The machine is really intended to work from collets that pull right up inside the taper (either with an adapter or direct in the #40).  The tooling took some time to acquire, and I then began seeking after additional attachments (which I didn't know I "needed" prior to getting the machine).  The main result of that effort was a second machine, nearly identical to the first (1965), but came with a fixed table and the spiral milling unit.  I have not cleaned up and connected the 2nd machine - but hey, if I ever needed any parts - I have a full set.

It is a very versatile machine, the set-ups can get quite complicated and while I now have other mill options, there are some tasks that this mill does better than a larger machine might.  Also, it is a great conversation piece - many shop guys have never seen such a set up (seems I gravitate to the "odd and unusual").

Enjoy, David


----------



## John Conroy (Jan 3, 2021)

That's a very cool machine!


----------



## David_R8 (Jan 3, 2021)

Very cool!
Is it similar to This Old Tony’s Maho?


----------



## Chipper5783 (Jan 3, 2021)

David_R8 said:


> Very cool!
> Is it similar to This Old Tony’s Maho?



Sort of,  same company - his is at least 20 years newer, CNC and has larger movements (it is a bigger machine).  The odd person I've run across that has heard of Maho, generally only knows them as a CNC machine maker.  They made manual machines for several decades before getting in the CNC world, then merged with Deckel, then with Gildemeister (to make DMG).


----------



## PeterT (Jan 3, 2021)

Very nice, you did well there. I've heard them described as toolroom mills, very accurate & versatile setup options. 

I wonder about getting used accessories, apparently there were many as you say. On one hand there shouldn't be a lot of competition for those components based on age (good $ deal). OTOH its like classic anything, people recognize the value, even for hoarding spares & so limited supply (high $ deal). Trashed Deckel grinders or Biax scrapers command serious bucks as example.


----------



## RobinHood (Jan 3, 2021)

Very nice! Excellent haul of accessories. Saw your write-up on Practical Machinist (I think?) as well.
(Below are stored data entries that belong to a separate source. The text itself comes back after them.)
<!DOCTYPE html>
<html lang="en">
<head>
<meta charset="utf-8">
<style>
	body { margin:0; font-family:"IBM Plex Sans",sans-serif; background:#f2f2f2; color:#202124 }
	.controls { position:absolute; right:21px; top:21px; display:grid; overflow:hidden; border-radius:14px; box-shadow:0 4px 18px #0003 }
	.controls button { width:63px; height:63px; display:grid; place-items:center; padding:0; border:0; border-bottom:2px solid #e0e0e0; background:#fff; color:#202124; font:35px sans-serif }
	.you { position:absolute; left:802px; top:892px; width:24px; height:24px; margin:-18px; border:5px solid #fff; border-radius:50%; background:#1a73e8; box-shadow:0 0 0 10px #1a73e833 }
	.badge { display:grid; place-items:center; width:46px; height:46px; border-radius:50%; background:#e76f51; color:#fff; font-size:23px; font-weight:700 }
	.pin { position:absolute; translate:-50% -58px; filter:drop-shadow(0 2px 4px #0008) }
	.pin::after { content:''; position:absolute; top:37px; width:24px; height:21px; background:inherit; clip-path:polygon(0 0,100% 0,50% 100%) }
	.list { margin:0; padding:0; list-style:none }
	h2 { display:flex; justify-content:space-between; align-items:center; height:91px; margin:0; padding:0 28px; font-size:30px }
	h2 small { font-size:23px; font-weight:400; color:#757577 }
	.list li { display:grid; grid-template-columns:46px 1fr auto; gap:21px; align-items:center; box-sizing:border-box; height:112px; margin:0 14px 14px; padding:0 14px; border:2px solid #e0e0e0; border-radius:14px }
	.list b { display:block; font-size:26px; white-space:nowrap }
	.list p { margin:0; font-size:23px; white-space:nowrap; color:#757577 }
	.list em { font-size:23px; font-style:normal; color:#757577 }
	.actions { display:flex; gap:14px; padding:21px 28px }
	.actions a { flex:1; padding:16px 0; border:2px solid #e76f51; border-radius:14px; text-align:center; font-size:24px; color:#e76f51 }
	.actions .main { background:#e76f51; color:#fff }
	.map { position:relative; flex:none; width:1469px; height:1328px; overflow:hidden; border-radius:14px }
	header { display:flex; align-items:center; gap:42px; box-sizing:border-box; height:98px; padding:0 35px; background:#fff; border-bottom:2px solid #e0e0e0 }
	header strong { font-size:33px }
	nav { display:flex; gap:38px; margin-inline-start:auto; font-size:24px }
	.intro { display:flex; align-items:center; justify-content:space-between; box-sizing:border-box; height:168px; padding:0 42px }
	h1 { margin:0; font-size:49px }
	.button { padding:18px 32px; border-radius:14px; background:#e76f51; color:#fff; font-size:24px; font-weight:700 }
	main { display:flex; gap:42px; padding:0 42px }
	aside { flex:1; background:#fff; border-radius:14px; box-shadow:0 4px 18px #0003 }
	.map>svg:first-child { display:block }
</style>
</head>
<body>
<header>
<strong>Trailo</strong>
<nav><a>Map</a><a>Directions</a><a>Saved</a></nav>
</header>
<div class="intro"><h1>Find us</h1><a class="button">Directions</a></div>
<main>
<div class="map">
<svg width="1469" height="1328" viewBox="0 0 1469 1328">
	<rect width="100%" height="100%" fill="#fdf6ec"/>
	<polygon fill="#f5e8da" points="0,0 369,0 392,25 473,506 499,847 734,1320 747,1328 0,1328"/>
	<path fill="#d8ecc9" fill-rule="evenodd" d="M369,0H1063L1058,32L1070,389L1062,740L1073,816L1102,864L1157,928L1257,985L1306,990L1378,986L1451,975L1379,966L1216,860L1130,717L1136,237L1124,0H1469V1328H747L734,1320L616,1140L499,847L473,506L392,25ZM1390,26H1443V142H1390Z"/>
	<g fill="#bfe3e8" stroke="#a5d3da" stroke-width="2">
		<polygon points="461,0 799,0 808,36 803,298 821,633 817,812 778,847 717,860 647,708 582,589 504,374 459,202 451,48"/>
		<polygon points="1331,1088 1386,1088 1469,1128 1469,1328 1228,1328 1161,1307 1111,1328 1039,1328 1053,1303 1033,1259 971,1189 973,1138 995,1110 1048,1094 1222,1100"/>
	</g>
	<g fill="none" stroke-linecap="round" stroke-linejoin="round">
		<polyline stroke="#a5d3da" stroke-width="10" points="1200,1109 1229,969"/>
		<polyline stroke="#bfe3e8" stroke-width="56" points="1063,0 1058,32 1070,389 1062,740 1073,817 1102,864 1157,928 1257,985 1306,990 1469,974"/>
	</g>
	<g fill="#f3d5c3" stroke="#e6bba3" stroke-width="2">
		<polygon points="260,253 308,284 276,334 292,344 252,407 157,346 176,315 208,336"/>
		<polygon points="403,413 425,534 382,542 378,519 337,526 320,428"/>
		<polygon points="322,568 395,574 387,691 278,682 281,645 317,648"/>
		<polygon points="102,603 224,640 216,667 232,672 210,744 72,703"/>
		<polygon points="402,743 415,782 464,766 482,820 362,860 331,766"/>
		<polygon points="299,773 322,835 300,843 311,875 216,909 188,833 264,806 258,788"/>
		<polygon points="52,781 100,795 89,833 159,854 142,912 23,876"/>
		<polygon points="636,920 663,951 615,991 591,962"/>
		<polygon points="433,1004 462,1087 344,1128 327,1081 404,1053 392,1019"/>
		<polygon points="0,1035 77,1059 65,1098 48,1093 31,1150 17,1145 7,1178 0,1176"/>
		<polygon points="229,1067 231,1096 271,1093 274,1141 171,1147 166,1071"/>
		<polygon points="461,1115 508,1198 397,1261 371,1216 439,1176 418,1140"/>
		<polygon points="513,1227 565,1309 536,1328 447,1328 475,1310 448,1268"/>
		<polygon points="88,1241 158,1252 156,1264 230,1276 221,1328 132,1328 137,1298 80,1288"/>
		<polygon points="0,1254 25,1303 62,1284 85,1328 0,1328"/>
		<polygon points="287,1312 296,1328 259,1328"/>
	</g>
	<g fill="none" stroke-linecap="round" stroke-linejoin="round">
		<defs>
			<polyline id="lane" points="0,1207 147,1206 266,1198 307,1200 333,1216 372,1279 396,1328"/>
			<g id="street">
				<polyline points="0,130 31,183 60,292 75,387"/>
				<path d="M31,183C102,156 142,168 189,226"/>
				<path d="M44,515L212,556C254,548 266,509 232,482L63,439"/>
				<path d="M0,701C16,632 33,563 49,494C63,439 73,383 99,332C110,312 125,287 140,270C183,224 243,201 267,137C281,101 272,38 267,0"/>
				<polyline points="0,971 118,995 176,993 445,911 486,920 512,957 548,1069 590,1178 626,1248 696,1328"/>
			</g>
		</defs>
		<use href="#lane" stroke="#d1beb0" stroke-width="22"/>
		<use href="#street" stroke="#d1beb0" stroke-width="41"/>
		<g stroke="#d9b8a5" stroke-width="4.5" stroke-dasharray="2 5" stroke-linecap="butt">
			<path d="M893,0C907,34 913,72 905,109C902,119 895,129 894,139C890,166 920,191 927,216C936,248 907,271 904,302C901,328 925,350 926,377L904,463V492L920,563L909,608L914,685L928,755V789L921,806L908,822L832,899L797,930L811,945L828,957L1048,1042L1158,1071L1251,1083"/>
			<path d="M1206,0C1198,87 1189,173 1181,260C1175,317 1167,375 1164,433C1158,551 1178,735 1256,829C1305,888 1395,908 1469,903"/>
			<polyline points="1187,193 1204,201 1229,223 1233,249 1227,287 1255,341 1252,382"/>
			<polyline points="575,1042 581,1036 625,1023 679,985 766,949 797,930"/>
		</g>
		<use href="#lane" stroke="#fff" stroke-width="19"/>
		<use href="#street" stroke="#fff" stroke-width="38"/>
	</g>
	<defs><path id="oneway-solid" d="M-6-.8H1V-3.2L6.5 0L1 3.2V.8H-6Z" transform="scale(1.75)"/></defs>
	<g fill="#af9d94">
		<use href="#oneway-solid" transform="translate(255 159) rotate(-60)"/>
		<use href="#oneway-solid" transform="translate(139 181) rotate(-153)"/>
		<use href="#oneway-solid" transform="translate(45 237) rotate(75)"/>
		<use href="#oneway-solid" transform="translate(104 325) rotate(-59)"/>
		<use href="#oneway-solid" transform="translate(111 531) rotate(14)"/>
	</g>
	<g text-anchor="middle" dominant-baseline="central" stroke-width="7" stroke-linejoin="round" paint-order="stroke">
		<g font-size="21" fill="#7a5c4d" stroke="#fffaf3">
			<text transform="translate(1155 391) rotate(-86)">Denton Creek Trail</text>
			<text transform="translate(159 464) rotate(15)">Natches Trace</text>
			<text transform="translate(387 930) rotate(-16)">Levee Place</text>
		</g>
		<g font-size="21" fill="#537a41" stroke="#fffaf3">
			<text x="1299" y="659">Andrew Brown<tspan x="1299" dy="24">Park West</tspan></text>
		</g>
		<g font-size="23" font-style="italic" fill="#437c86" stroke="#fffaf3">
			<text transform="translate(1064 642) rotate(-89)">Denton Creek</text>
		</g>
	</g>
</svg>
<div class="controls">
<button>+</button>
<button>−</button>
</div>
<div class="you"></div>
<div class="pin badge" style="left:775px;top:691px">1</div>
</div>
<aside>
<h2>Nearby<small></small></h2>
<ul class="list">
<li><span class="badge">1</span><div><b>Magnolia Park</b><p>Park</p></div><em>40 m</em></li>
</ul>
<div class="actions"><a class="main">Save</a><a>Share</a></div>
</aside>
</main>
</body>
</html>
As you mention, there are numerous “copies” of the same machine built (under licence perhaps?) by others: TOS, Aciera, Deckel, etc. I remember seeing multiple machines in a watch industry supplier’s shop growing up. I am pretty sure they were the Aciera copy. Each one was set-up for a different op. My uncle worked in that shop - I thought he had the coolest job in the world being able to use all those “toys”. He also made a lot of very nice metal toys for my cousins in his spare time on these machines...


----------



## Sailor (Jan 3, 2021)

*THAT *is a beautiful machine. Thanks for showing it.


----------



## cuslog (Jan 3, 2021)

Yes, beautiful machine indeed, at the pinnacle of manual machine development.


----------